- Exercise brief: Only the text belongs in the copy. Transcribe the data exactly and drop any pictures.

- Dataset excerpt:
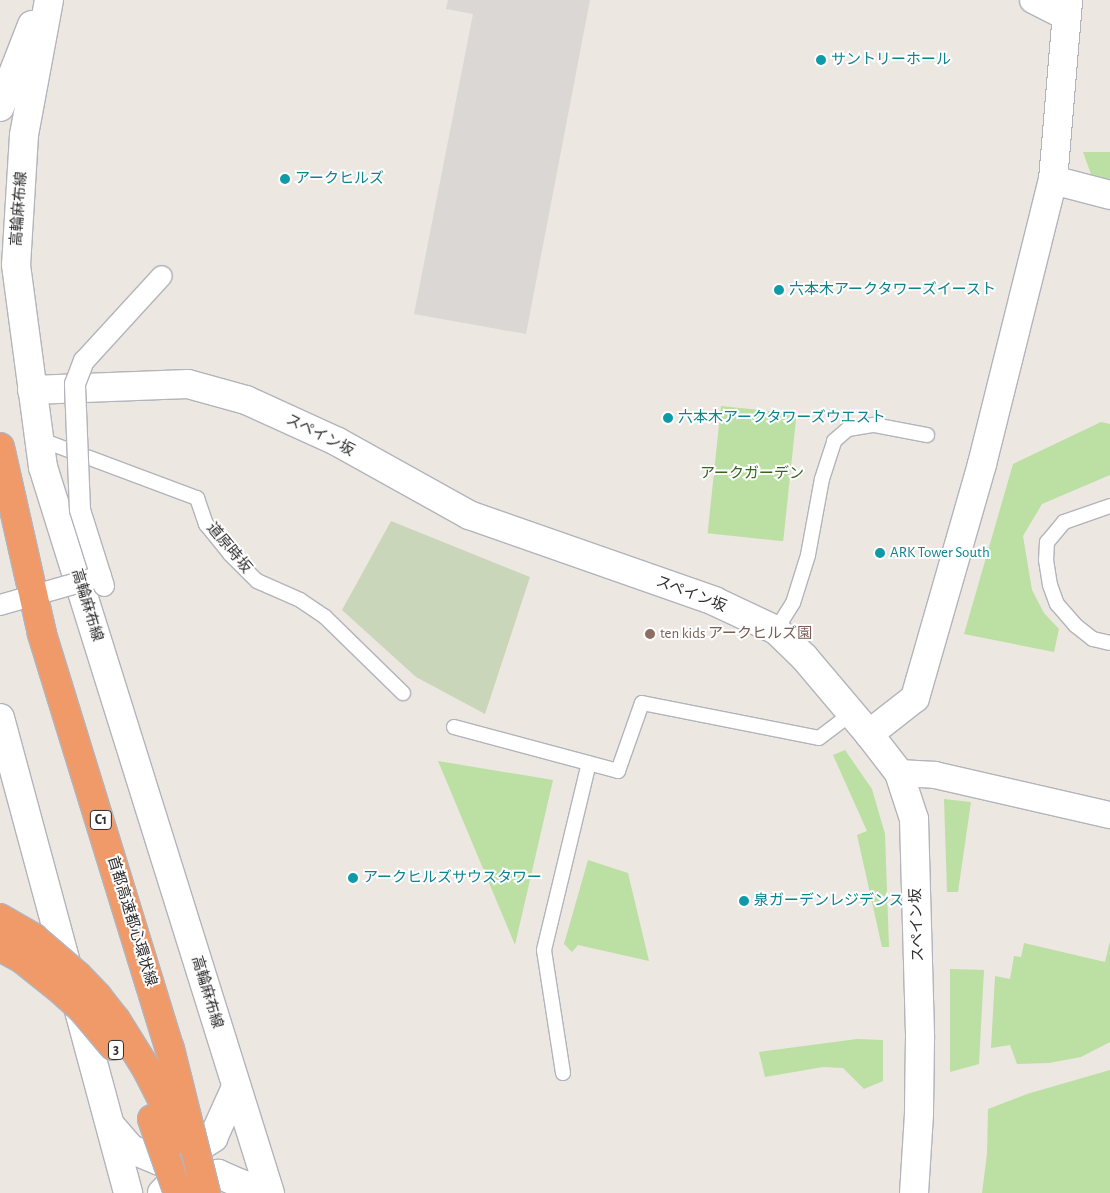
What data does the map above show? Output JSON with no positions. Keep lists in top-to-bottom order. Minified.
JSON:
{"streets":{"highway":["C1","首都高速都心環状線","3"],"main road":["高輪麻布線","スペイン坂"],"lane":["道原時坂"]},"crossings":[["高輪麻布線","スペイン坂"],["高輪麻布線","道原時坂"]],"parks":["アークガーデン"],"places":["サントリーホール","アークヒルズ","六本木アークタワーズイースト","六本木アークタワーズウエスト","ARK Tower South","ten kids アークヒルズ園","アークヒルズサウスタワー","泉ガーデンレジデンス"]}
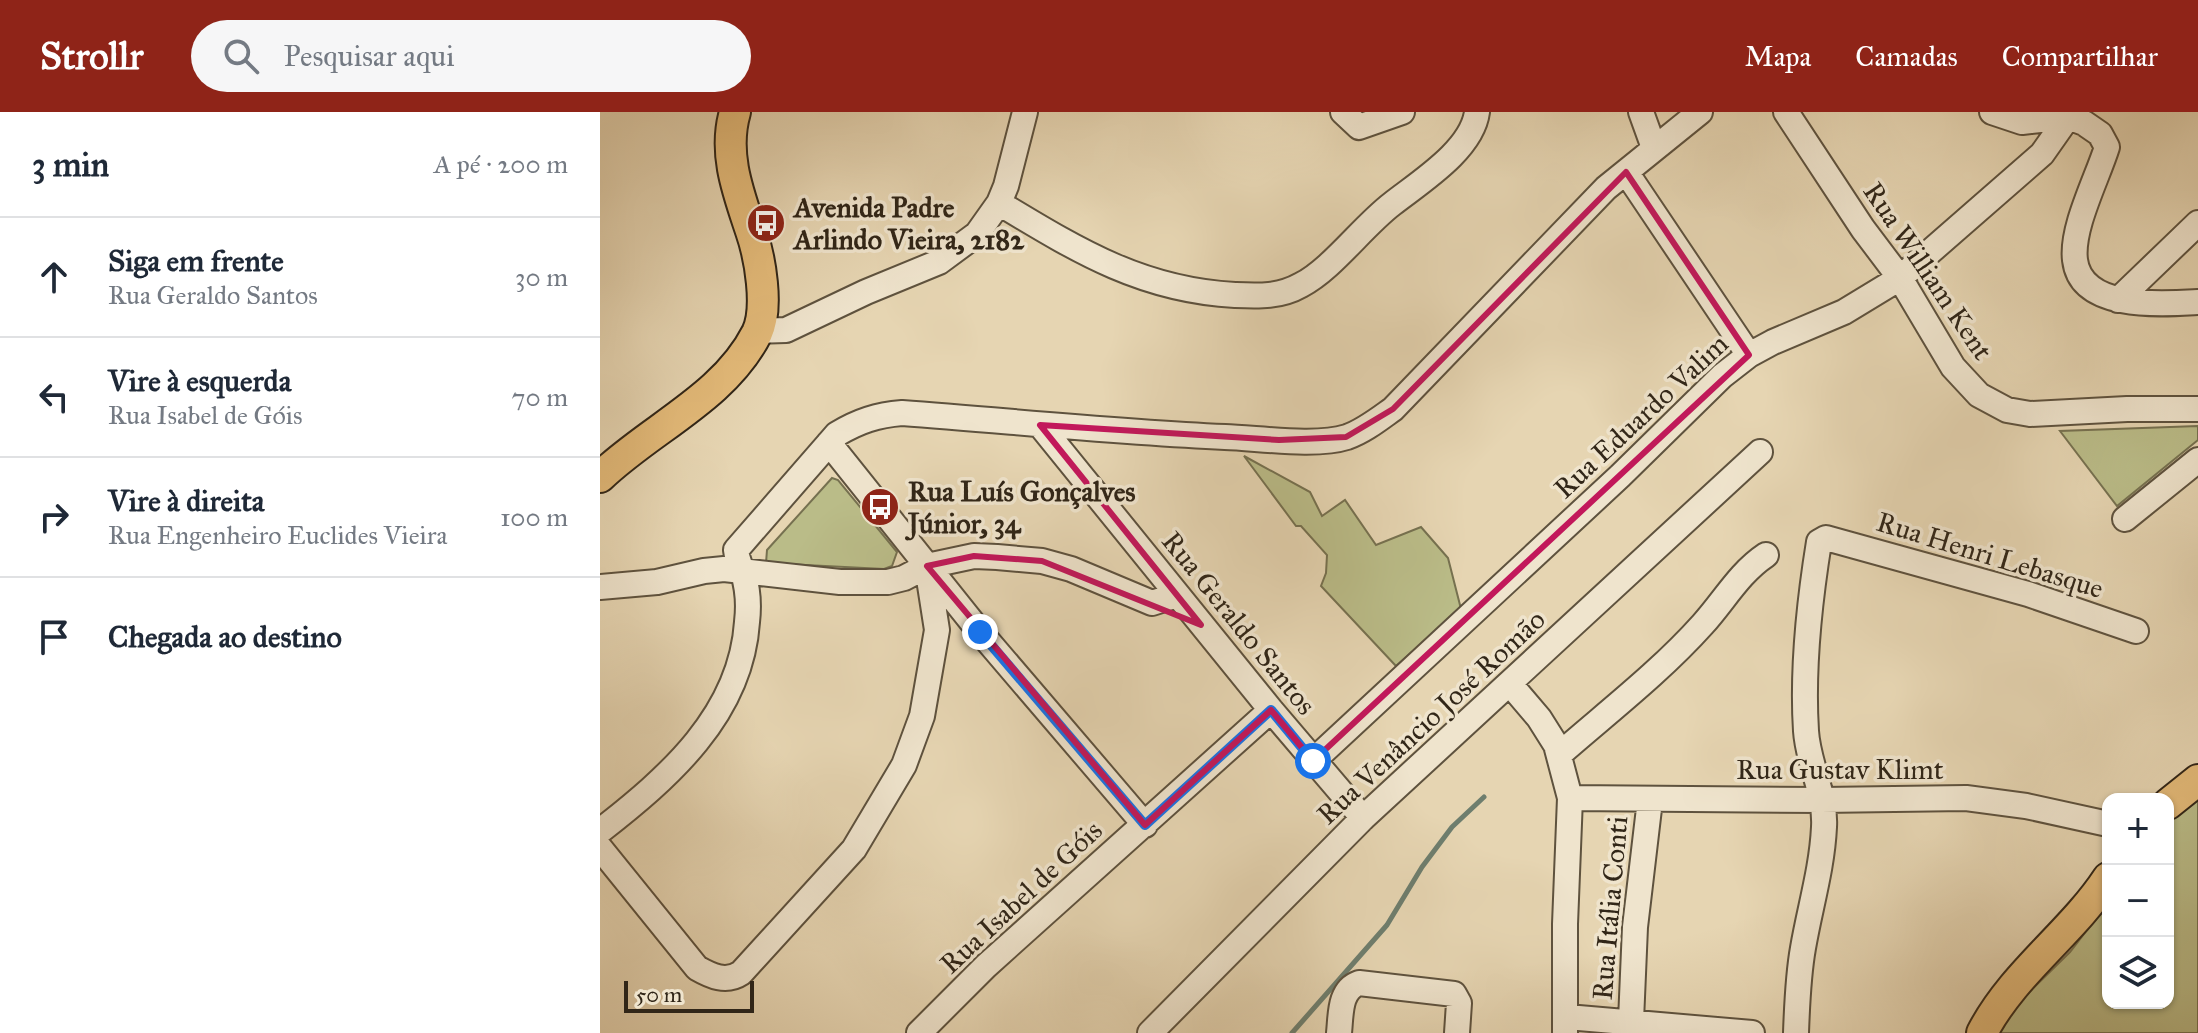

- Written answer:
What data does the map above show? Output JSON with no positions. Keep lists in top-to-bottom order. Minified.
JSON:
{"streets":{"highway":["C1","首都高速都心環状線","3"],"main road":["高輪麻布線","スペイン坂"],"lane":["道原時坂"]},"crossings":[["高輪麻布線","スペイン坂"],["高輪麻布線","道原時坂"]],"parks":["アークガーデン"],"places":["サントリーホール","アークヒルズ","六本木アークタワーズイースト","六本木アークタワーズウエスト","ARK Tower South","ten kids アークヒルズ園","アークヒルズサウスタワー","泉ガーデンレジデンス"]}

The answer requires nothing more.